* _EXERCISE DETAILS_:
Only a number is required: the count of lines in the material below that contain "down".

* _EXERCISE MATERIALS_:
# # #

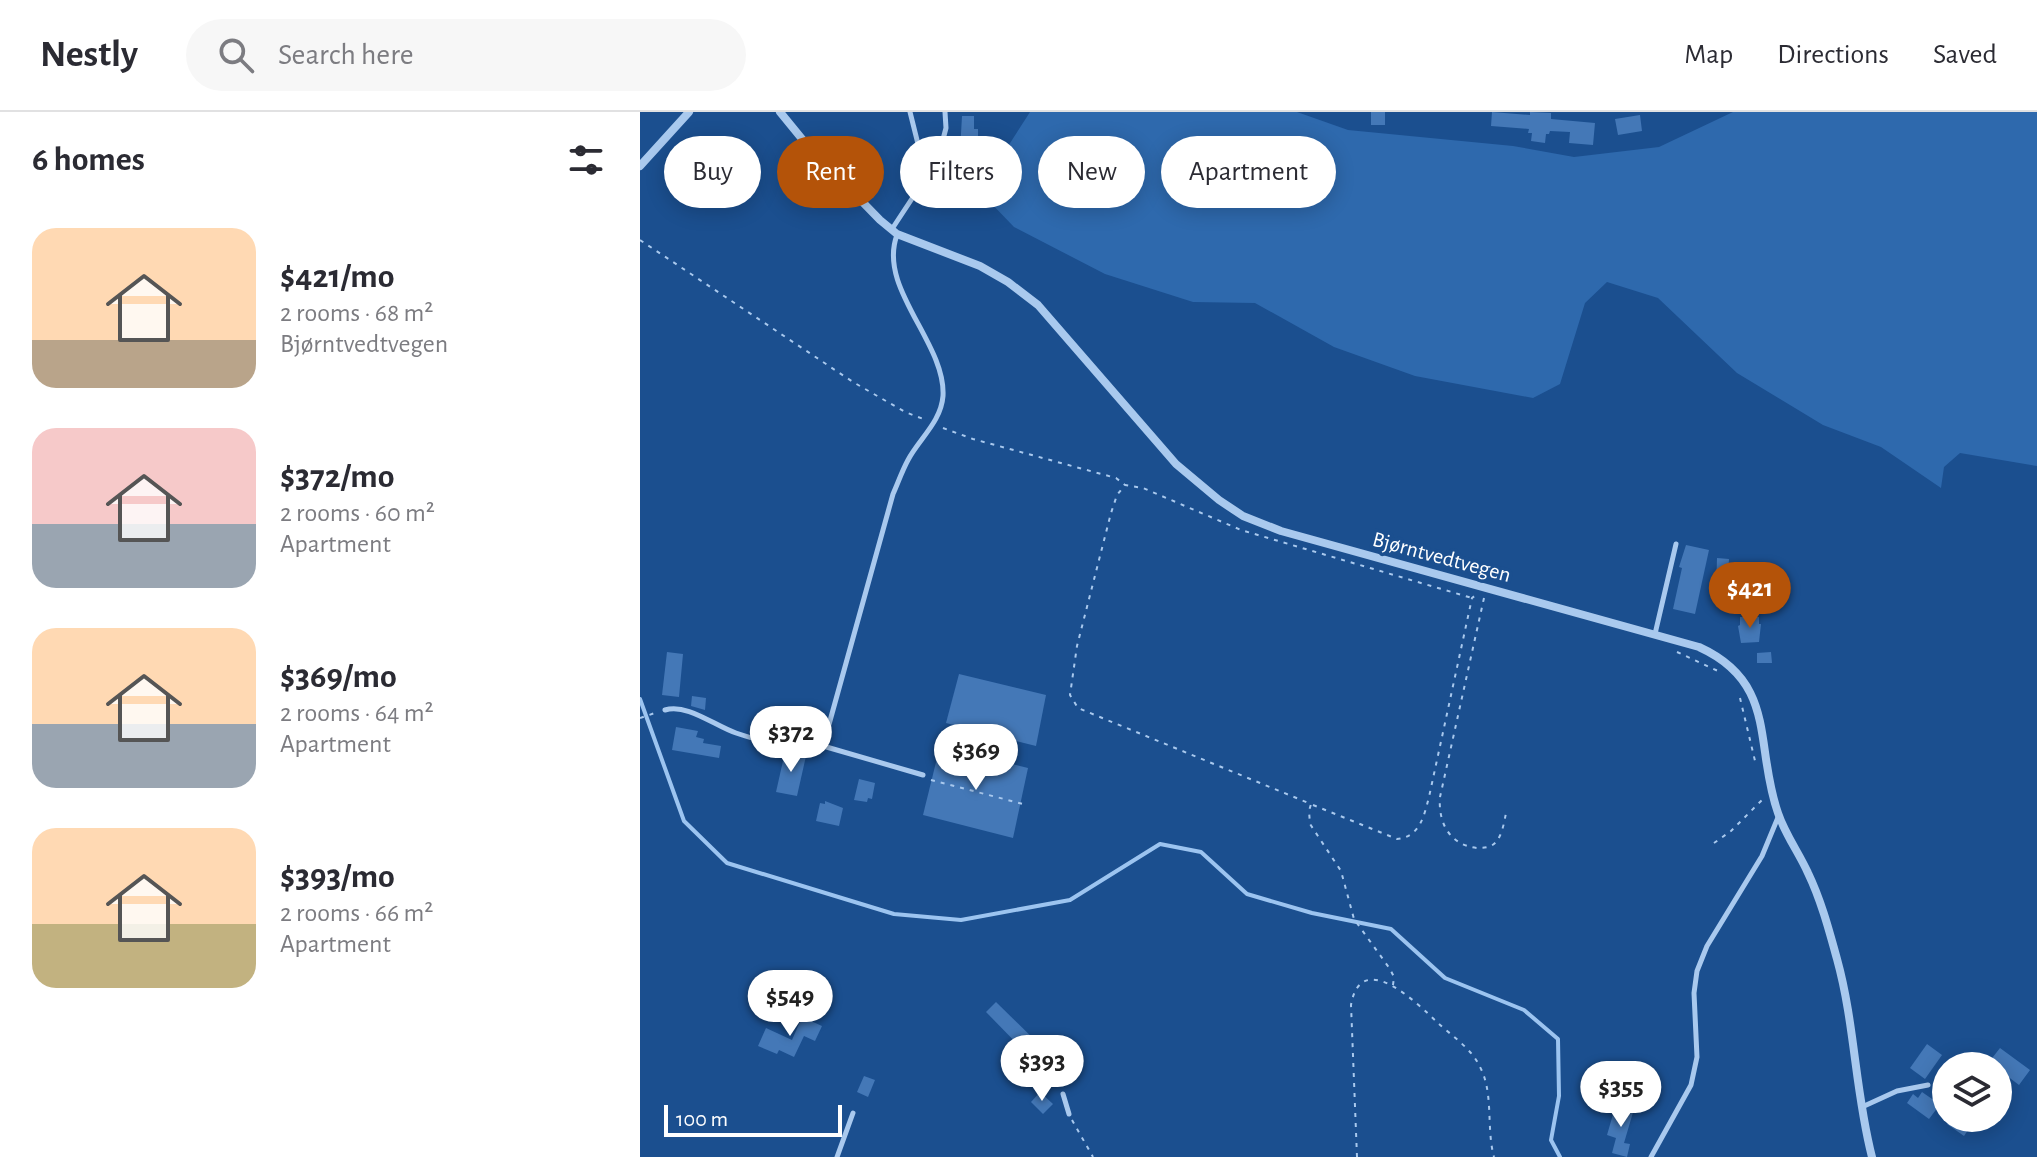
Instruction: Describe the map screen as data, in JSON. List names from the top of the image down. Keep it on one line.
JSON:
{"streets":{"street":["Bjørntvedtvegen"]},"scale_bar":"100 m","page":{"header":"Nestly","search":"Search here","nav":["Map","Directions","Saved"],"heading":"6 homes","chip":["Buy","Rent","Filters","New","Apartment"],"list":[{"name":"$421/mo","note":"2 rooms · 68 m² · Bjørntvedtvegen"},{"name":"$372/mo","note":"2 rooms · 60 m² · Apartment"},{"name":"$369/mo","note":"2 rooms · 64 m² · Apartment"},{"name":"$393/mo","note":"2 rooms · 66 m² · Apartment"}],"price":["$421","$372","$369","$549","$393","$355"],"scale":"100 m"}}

# # #

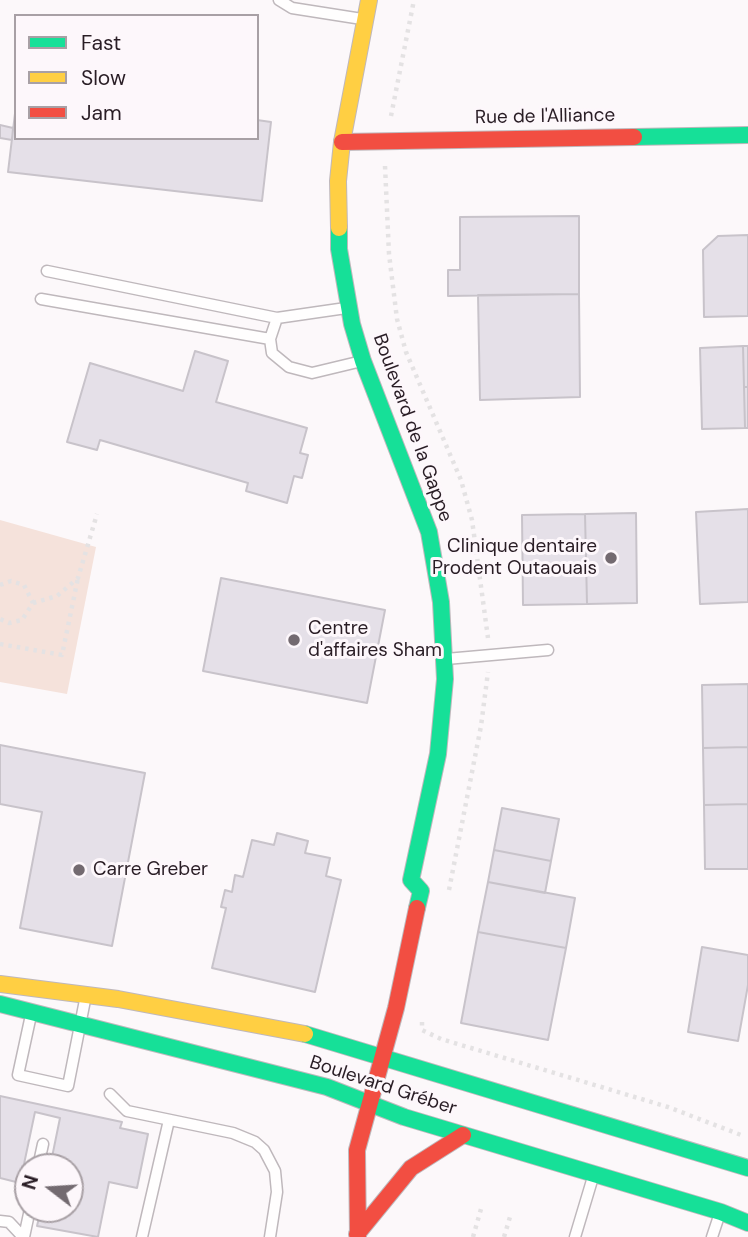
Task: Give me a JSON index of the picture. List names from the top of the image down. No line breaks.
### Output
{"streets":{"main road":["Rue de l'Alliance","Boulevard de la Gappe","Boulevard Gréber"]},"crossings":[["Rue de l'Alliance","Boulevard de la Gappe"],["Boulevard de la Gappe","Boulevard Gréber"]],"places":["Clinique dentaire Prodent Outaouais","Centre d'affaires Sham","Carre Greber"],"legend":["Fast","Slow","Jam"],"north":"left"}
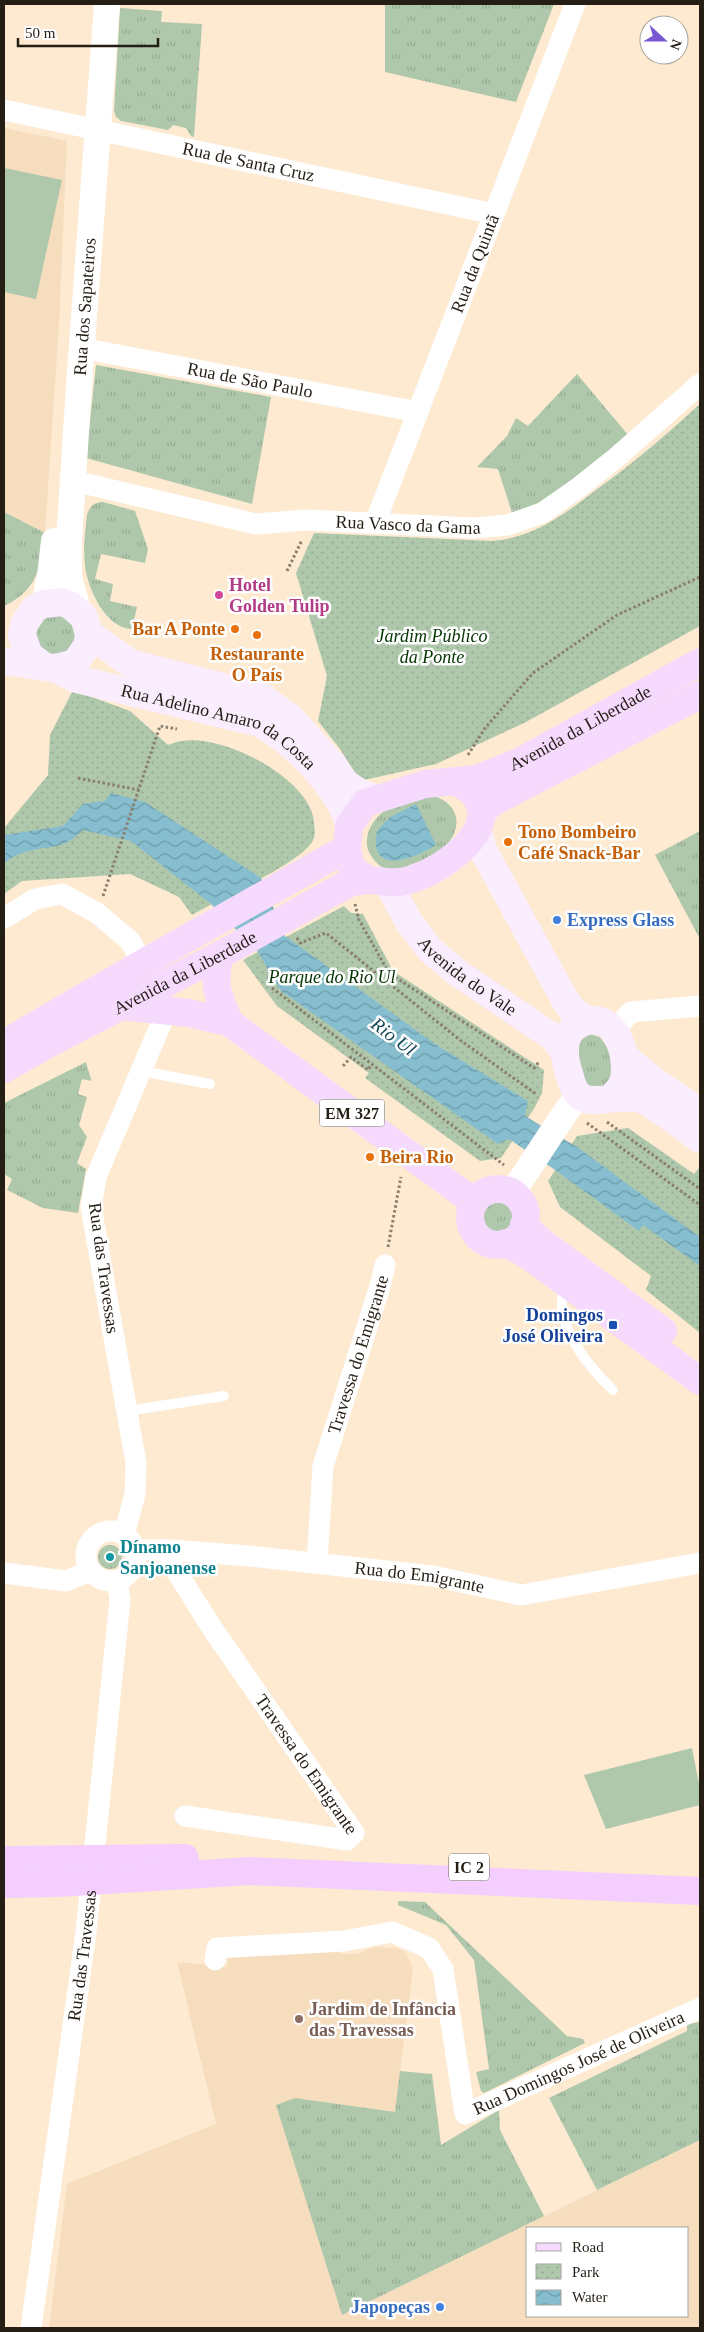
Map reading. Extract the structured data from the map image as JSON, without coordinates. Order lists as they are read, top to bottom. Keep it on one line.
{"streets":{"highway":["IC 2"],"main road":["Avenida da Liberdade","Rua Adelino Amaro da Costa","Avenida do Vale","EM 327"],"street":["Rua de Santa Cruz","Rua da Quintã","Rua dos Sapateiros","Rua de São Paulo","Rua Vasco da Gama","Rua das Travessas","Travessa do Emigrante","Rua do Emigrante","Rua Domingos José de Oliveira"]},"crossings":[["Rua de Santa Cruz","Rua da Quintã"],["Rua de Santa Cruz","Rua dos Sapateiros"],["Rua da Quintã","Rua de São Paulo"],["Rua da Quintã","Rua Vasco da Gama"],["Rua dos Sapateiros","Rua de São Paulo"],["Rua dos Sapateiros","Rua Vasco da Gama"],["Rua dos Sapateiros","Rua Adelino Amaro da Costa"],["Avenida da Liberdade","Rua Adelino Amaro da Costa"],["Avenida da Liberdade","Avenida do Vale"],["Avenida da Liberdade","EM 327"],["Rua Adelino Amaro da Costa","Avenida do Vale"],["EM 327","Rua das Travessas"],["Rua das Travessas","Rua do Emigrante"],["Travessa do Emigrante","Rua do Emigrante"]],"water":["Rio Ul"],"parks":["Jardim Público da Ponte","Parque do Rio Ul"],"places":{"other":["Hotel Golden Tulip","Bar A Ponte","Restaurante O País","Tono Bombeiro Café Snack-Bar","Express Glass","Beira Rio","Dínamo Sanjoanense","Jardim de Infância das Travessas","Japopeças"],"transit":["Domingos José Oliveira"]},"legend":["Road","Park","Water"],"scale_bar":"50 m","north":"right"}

# # #

* _ANSWER BOX_:
2